Vascular Brain Lesions (Congenital)

Basics

DESCRIPTION

  • Developmental venous anomalies (DVAs) are the most common vascular malformation of the brain, representing 60% of all central nervous system (CNS) vascular malformations. Also known as venous angiomas, DVAs are made up of a cluster of venous radicles that drain into a collecting vein. They occur in 2.5–3% of the general population.
  • Cavernous malformations (CMs), also known as cavernous hemangiomas or cavernomas, are multilobulated, low-pressure, and slow-flow vascular structures filled with blood, thrombus, or both. They do not contain elastin or smooth muscle. There is no intervening brain tissue except at the periphery of the lesion.
  • Arteriovenous malformations (AVMs) are abnormal clusters of vessels that connect arteries and veins without a true capillary bed and have intervening gliotic brain tissue.
  • Vein of Galen malformations (VOGMs) are a specific type of congenital AVM that involves the vein of Galen, which flows into the straight sinus after draining the internal cerebral veins and basal veins.
  • Sturge-Weber syndrome (SWS), also known as encephalotrigeminal angiomatosis, is characterized by leptomeningeal angiomatosis, facial port-wine stain (capillary malformation), and glaucoma.
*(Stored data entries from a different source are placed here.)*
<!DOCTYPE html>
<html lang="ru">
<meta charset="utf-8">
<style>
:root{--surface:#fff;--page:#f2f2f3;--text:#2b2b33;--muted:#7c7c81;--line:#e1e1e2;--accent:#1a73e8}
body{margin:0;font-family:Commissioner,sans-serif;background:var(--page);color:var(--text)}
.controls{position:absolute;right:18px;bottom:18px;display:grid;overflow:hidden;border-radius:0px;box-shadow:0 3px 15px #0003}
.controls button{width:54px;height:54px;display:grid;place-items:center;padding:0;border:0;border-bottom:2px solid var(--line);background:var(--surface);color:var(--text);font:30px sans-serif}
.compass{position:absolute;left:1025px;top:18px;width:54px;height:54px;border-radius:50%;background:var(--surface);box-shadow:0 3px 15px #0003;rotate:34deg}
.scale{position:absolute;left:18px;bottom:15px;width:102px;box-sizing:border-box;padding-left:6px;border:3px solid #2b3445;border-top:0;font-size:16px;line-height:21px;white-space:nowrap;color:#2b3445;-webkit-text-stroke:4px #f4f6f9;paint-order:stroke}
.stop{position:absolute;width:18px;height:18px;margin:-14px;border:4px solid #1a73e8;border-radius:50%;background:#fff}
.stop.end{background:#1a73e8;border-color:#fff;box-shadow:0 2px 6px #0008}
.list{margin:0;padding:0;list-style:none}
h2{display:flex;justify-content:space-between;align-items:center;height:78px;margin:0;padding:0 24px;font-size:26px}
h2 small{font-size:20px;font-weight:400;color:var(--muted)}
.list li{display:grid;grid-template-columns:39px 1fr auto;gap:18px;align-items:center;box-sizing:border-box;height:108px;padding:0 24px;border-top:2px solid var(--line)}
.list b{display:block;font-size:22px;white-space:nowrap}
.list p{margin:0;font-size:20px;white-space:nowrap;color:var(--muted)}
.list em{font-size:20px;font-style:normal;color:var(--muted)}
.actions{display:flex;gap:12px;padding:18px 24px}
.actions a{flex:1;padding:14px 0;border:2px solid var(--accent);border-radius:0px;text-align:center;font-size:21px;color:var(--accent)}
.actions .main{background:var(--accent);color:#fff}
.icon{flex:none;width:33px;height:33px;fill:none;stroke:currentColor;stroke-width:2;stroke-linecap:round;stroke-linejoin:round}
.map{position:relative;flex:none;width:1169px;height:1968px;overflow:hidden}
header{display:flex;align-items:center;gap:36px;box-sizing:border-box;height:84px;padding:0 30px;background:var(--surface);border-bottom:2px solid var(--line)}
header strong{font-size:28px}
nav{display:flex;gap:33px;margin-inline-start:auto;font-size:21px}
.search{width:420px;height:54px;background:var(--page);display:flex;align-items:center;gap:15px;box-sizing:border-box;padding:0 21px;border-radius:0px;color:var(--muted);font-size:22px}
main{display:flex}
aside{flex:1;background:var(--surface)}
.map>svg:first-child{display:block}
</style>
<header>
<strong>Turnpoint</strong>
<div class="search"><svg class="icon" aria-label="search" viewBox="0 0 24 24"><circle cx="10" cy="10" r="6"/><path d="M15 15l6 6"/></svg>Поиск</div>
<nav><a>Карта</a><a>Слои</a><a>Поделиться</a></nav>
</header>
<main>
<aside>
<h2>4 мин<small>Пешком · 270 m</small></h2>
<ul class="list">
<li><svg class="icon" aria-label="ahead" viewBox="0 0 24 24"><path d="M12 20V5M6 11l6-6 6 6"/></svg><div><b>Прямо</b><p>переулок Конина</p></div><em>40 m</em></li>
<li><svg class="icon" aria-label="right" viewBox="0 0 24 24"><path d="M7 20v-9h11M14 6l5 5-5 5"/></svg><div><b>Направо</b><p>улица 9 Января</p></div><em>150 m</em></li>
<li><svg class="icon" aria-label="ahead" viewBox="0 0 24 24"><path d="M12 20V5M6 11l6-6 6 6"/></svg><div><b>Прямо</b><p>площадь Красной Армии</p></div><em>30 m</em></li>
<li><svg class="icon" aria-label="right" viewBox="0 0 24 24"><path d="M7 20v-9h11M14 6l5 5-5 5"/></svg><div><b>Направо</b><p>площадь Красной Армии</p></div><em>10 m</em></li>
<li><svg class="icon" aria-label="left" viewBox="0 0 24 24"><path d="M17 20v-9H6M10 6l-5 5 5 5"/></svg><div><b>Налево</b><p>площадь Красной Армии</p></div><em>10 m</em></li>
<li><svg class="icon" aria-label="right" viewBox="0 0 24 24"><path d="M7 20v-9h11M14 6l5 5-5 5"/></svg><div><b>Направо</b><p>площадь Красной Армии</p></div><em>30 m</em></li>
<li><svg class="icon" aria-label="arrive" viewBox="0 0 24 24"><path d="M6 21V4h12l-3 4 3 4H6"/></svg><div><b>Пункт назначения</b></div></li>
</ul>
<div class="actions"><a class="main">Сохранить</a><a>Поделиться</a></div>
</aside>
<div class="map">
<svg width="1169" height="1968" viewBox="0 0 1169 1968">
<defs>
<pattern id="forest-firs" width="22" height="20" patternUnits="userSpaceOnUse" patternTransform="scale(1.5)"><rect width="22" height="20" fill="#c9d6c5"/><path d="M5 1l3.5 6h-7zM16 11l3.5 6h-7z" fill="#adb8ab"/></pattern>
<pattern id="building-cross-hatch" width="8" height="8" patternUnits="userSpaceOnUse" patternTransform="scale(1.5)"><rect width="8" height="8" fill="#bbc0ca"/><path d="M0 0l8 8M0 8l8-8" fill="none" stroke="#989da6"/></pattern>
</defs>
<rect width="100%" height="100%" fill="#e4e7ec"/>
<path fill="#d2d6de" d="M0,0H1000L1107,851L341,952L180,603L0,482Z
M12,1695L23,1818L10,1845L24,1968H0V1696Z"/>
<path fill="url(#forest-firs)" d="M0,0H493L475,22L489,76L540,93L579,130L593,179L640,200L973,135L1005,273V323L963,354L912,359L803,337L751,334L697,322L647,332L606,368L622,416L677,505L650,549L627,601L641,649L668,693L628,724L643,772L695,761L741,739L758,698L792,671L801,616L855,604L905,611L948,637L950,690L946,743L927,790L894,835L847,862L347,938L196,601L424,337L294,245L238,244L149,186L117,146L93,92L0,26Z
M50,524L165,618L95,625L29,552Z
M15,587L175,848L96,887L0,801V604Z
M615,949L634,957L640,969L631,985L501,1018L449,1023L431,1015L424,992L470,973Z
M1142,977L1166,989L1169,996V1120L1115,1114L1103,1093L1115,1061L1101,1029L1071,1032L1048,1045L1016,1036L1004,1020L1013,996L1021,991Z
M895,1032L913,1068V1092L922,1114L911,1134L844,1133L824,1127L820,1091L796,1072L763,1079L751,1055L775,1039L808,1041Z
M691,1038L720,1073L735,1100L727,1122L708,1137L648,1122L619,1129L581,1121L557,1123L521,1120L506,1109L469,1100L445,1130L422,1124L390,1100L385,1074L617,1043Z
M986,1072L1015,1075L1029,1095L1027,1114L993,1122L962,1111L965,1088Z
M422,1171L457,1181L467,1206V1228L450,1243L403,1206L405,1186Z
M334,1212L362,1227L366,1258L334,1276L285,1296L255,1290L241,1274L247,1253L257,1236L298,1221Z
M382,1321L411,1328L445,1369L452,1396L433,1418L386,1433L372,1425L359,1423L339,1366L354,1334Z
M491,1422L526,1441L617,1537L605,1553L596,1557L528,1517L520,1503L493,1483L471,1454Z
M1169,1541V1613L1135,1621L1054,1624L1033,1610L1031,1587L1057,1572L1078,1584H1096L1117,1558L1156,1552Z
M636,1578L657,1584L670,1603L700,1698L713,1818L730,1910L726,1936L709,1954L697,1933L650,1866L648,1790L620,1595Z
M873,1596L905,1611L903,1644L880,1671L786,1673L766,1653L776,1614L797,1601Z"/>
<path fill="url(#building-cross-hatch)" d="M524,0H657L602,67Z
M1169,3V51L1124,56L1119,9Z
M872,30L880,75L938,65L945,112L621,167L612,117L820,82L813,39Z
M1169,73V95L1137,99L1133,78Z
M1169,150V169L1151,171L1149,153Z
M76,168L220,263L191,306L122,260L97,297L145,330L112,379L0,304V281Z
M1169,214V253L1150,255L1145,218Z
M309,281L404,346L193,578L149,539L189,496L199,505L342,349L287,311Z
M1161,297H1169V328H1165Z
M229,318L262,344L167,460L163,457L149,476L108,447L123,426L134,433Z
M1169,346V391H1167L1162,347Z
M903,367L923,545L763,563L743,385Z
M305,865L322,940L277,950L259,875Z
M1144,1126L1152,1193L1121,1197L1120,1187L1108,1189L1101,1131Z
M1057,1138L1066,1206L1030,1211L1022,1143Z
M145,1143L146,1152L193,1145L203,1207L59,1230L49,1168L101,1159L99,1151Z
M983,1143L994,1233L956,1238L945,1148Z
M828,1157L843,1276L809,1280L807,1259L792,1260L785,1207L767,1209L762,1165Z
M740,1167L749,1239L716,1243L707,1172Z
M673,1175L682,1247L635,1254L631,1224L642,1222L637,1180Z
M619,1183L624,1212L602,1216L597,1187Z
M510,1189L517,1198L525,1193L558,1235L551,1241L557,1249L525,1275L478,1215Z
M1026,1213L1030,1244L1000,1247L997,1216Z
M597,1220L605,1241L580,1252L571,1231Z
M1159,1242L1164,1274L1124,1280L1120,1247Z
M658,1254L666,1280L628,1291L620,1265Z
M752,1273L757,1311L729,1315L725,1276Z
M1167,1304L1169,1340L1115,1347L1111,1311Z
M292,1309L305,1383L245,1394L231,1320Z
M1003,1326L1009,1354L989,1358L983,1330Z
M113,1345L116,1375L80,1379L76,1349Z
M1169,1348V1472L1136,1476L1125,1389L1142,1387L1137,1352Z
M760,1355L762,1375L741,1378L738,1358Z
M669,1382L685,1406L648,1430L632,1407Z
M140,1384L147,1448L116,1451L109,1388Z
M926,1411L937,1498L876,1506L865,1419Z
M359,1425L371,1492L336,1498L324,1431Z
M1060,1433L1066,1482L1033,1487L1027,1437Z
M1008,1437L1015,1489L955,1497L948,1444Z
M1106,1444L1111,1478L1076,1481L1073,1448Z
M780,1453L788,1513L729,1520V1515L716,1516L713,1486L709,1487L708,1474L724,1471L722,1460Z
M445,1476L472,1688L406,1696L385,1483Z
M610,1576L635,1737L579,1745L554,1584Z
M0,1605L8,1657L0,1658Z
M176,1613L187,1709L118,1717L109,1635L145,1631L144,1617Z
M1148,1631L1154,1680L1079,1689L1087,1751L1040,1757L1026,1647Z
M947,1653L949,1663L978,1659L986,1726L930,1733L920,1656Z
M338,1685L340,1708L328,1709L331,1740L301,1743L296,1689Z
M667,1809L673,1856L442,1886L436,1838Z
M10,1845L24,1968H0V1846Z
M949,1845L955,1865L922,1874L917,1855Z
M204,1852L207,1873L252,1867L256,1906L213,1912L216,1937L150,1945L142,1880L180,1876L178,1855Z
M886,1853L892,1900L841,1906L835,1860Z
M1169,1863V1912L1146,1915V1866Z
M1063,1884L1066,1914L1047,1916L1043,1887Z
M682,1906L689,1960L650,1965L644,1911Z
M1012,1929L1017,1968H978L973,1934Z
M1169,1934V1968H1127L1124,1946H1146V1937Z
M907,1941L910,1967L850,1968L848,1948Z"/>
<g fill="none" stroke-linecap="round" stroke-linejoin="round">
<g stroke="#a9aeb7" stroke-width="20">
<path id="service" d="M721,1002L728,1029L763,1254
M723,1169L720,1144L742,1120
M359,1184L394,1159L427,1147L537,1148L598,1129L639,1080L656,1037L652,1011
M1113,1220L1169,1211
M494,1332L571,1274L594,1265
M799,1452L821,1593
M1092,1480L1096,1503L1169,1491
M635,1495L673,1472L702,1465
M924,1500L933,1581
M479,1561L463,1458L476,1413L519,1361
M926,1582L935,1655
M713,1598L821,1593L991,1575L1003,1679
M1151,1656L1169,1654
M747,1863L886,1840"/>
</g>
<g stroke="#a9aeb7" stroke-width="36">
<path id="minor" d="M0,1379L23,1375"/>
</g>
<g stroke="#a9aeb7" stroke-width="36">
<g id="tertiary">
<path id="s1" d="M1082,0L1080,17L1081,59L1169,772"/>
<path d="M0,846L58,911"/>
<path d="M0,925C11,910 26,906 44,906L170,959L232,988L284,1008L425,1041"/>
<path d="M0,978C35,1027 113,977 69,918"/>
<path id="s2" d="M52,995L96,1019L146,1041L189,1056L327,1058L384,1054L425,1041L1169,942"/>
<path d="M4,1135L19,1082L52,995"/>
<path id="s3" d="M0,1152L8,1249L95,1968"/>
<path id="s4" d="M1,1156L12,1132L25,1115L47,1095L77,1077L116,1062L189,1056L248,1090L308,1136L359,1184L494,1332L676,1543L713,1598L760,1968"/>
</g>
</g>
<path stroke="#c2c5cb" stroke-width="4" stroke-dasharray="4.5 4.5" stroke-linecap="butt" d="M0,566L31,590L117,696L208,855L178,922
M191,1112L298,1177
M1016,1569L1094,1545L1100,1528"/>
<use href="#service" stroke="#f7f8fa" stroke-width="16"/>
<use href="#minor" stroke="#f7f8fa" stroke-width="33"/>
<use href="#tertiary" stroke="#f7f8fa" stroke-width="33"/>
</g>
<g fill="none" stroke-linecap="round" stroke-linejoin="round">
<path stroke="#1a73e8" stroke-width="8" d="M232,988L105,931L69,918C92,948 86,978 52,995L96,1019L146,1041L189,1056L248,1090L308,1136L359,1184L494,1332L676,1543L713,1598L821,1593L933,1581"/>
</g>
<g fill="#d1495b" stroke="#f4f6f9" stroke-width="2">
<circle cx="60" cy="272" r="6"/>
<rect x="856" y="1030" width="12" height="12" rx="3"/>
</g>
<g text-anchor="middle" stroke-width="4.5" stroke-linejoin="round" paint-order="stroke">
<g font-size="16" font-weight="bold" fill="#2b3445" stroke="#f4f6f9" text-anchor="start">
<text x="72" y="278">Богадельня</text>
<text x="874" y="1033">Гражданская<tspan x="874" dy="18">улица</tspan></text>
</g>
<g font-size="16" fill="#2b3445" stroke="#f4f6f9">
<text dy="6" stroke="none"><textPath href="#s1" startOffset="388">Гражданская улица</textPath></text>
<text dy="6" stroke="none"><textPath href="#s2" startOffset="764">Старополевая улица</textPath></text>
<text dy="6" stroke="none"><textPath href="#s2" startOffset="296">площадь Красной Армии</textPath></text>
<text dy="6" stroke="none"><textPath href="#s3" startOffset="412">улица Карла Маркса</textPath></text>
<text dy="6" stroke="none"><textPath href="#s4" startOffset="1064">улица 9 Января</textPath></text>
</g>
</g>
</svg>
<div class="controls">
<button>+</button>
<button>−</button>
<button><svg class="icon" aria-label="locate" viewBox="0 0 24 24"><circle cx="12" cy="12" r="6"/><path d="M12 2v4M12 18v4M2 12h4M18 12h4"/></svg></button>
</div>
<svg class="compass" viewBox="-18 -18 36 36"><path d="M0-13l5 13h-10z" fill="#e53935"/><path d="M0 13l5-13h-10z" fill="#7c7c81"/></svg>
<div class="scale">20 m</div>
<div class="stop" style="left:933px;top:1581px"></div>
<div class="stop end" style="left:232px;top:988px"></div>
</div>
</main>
Some patients have all three findings, whereas others have just one or two features.

PATHOPHYSIOLOGY

  • DVAs are an extreme variation of normal venous development. Typically, venous drainage in the brain occurs through a superficial system and a deep system. DVAs result when a deep venous territory drains toward the surface or when a superficial territory drains to the deep venous system instead of draining in the expected direction. Intervening brain tissue is normal. The mechanism responsible for DVA formation is unknown.
  • The pathogenesis of CMs is unknown, although the report of cases of new cavernoma development adjacent to a DVA suggests that DVAs may lead to CM formation. Most CMs occur sporadically, although familial syndromes exist. Several genes have been associated with familial CMs.
  • The cause of AVM formation is unknown. A failure of normal capillary development with dysplastic vessels forming between primordial arteriovenous connections has been suggested.
  • VOGMs are embryonic AVMs consisting of choroidal arteries draining into the precursor of the vein of Galen. They develop between weeks 6 and 11 of fetal life.
  • SWS occurs sporadically in 1/40,000 to 50,000 births and is associated with a somatic mosaic mutation in guanine nucleotide–binding protein G(q) subunit alpha. The pathophysiology is thought to be venous dysplasia, in which the primordial venous plexus that is normally present at 5 to 8 weeks of gestation fails to regress. The location of this plexus around the cephalic end of the neural tube and under the ectoderm destined to form the facial skin accounts for the clinical features. Venous stasis occurs due to the absence of normal cortical venous structures, and hypoperfusion of brain tissue occurs. These findings are unilateral in the majority but can be bilateral in up to 20% of cases.

ASSOCIATED-CONDITIONS

  • DVAs are associated with CMs in 8–40% of cases, and 20% of patients with mucocutaneous venous malformations of the head and neck have DVAs.
  • DVAs are also associated with sinus pericranii, a communication between intracranial and extracranial venous drainage pathways in which blood may circulate bidirectionally.